Please reproduce the entries exactly, skipping each picture.

::::::::

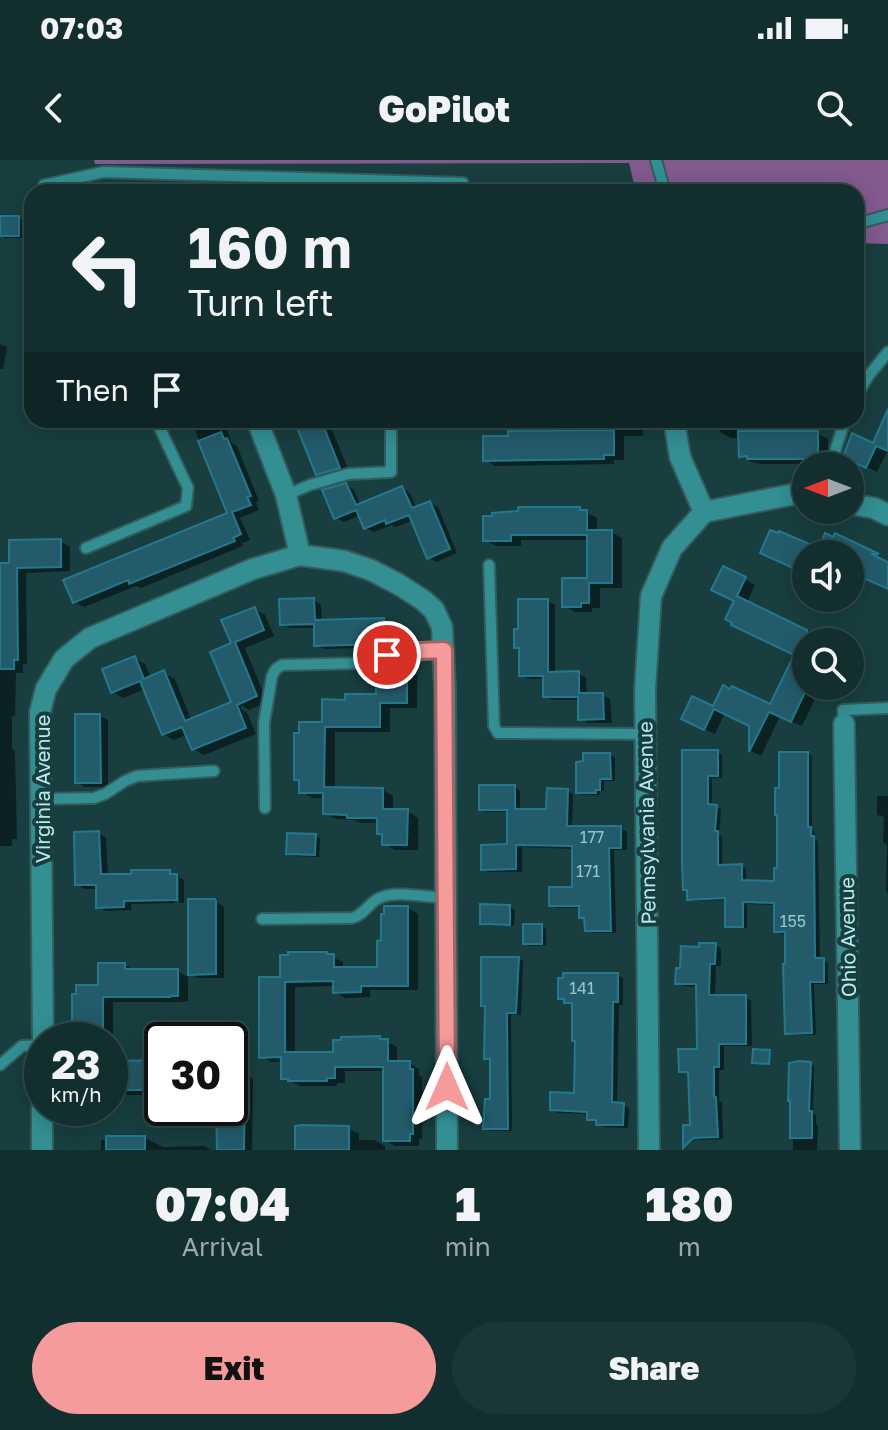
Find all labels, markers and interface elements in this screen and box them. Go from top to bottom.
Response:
text: 07:03 [40,10,123,46]
icon: back [32,86,76,130]
icon: search [812,86,856,130]
text: GoPilot [378,87,510,130]
text: 160 m [188,213,352,280]
icon: left [56,216,160,320]
text: Turn left [188,281,334,324]
icon: arrive [145,368,189,412]
text: Then [56,372,129,408]
north arrow [792,452,864,524]
map controls [792,452,864,700]
button: sound [792,540,864,612]
pin [353,621,421,689]
button: search [792,628,864,700]
icon: arrive [365,633,409,677]
street label: Virginia Avenue [30,715,54,863]
street label: Pennsylvania Avenue [632,721,660,925]
house number: 177 [580,827,604,847]
house number: 171 [576,861,600,881]
street label: Ohio Avenue [834,877,860,997]
house number: 155 [780,911,806,931]
house number: 141 [569,978,595,998]
speed limit sign: 30 [144,1022,248,1126]
text: 23 [52,1040,100,1088]
position arrow [405,1045,489,1129]
text: km/h [51,1082,101,1106]
text: 07:04 [154,1174,290,1232]
text: 1 [455,1174,480,1232]
text: 180 [645,1174,734,1232]
text: Arrival [182,1231,263,1262]
text: min [445,1231,491,1262]
text: m [678,1231,701,1262]
button: Exit [32,1322,436,1414]
button: Share [452,1322,856,1414]

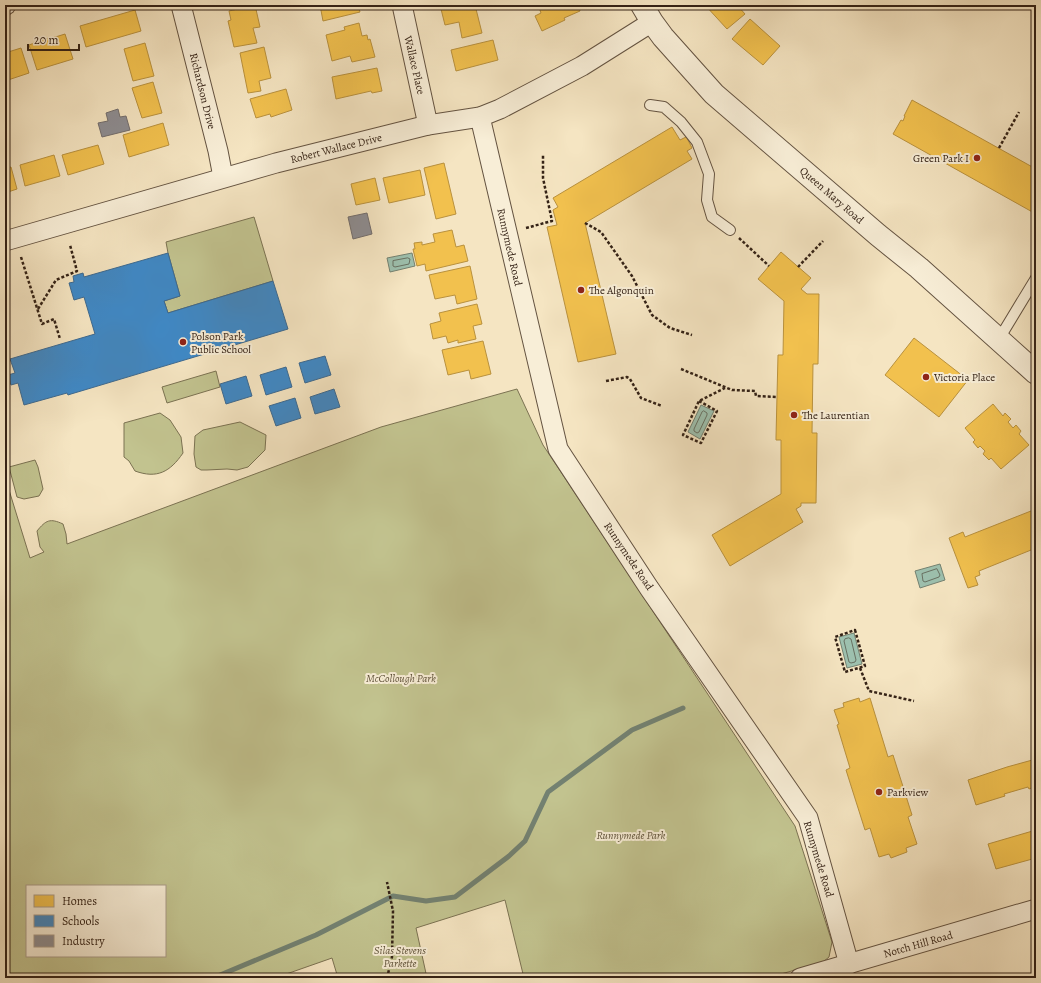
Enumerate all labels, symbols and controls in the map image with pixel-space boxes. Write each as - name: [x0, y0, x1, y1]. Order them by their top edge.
- scale bar: [28, 26, 79, 52]
- text: 20 m: [34, 32, 58, 48]
- street label: Wallace Place: [400, 33, 429, 96]
- street label: Richardson Drive: [186, 51, 219, 131]
- street label: Robert Wallace Drive: [289, 130, 383, 167]
- place label: Green Park I: [913, 151, 969, 166]
- marker: Green Park I: [972, 153, 982, 163]
- street label: Queen Mary Road: [796, 163, 867, 227]
- street label: Runnymede Road: [493, 207, 526, 287]
- place label: The Algonquin: [589, 283, 654, 298]
- marker: The Algonquin: [576, 285, 586, 295]
- place label: Polson Park Public School: [191, 329, 251, 357]
- marker: Polson Park Public School: [178, 337, 188, 347]
- place label: Victoria Place: [933, 370, 995, 385]
- marker: Victoria Place: [921, 372, 931, 382]
- place label: The Laurentian: [802, 408, 870, 423]
- marker: The Laurentian: [789, 410, 799, 420]
- street label: Runnymede Road: [600, 519, 657, 593]
- park label: McCollough Park: [366, 671, 436, 686]
- place label: Parkview: [887, 785, 929, 800]
- marker: Parkview: [874, 787, 884, 797]
- street label: Runnymede Road: [800, 819, 837, 899]
- park label: Runnymede Park: [596, 828, 666, 843]
- legend: [26, 885, 166, 957]
- text: Homes: [62, 893, 97, 909]
- text: Schools: [62, 913, 99, 929]
- street label: Notch Hill Road: [882, 927, 955, 962]
- text: Industry: [62, 933, 105, 949]
- park label: Silas Stevens Parkette: [374, 943, 426, 971]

::::::::

Solution for this problem =>
Find all labels, markers and interface elements in this screen and box them. Go from top to bottom.
Response:
text: 07:03 [40,10,123,46]
icon: back [32,86,76,130]
icon: search [812,86,856,130]
text: GoPilot [378,87,510,130]
text: 160 m [188,213,352,280]
icon: left [56,216,160,320]
text: Turn left [188,281,334,324]
icon: arrive [145,368,189,412]
text: Then [56,372,129,408]
north arrow [792,452,864,524]
map controls [792,452,864,700]
button: sound [792,540,864,612]
pin [353,621,421,689]
button: search [792,628,864,700]
icon: arrive [365,633,409,677]
street label: Virginia Avenue [30,715,54,863]
street label: Pennsylvania Avenue [632,721,660,925]
house number: 177 [580,827,604,847]
house number: 171 [576,861,600,881]
street label: Ohio Avenue [834,877,860,997]
house number: 155 [780,911,806,931]
house number: 141 [569,978,595,998]
speed limit sign: 30 [144,1022,248,1126]
text: 23 [52,1040,100,1088]
position arrow [405,1045,489,1129]
text: km/h [51,1082,101,1106]
text: 07:04 [154,1174,290,1232]
text: 1 [455,1174,480,1232]
text: 180 [645,1174,734,1232]
text: Arrival [182,1231,263,1262]
text: min [445,1231,491,1262]
text: m [678,1231,701,1262]
button: Exit [32,1322,436,1414]
button: Share [452,1322,856,1414]

Enumerate all labels, symbols and controls in the map image with pixel-space boxes. Write each as - name: [x0, y0, x1, y1]. Order them by their top edge.
- scale bar: [28, 26, 79, 52]
- text: 20 m: [34, 32, 58, 48]
- street label: Wallace Place: [400, 33, 429, 96]
- street label: Richardson Drive: [186, 51, 219, 131]
- street label: Robert Wallace Drive: [289, 130, 383, 167]
- place label: Green Park I: [913, 151, 969, 166]
- marker: Green Park I: [972, 153, 982, 163]
- street label: Queen Mary Road: [796, 163, 867, 227]
- street label: Runnymede Road: [493, 207, 526, 287]
- place label: The Algonquin: [589, 283, 654, 298]
- marker: The Algonquin: [576, 285, 586, 295]
- place label: Polson Park Public School: [191, 329, 251, 357]
- marker: Polson Park Public School: [178, 337, 188, 347]
- place label: Victoria Place: [933, 370, 995, 385]
- marker: Victoria Place: [921, 372, 931, 382]
- place label: The Laurentian: [802, 408, 870, 423]
- marker: The Laurentian: [789, 410, 799, 420]
- street label: Runnymede Road: [600, 519, 657, 593]
- park label: McCollough Park: [366, 671, 436, 686]
- place label: Parkview: [887, 785, 929, 800]
- marker: Parkview: [874, 787, 884, 797]
- street label: Runnymede Road: [800, 819, 837, 899]
- park label: Runnymede Park: [596, 828, 666, 843]
- legend: [26, 885, 166, 957]
- text: Homes: [62, 893, 97, 909]
- text: Schools: [62, 913, 99, 929]
- street label: Notch Hill Road: [882, 927, 955, 962]
- text: Industry: [62, 933, 105, 949]
- park label: Silas Stevens Parkette: [374, 943, 426, 971]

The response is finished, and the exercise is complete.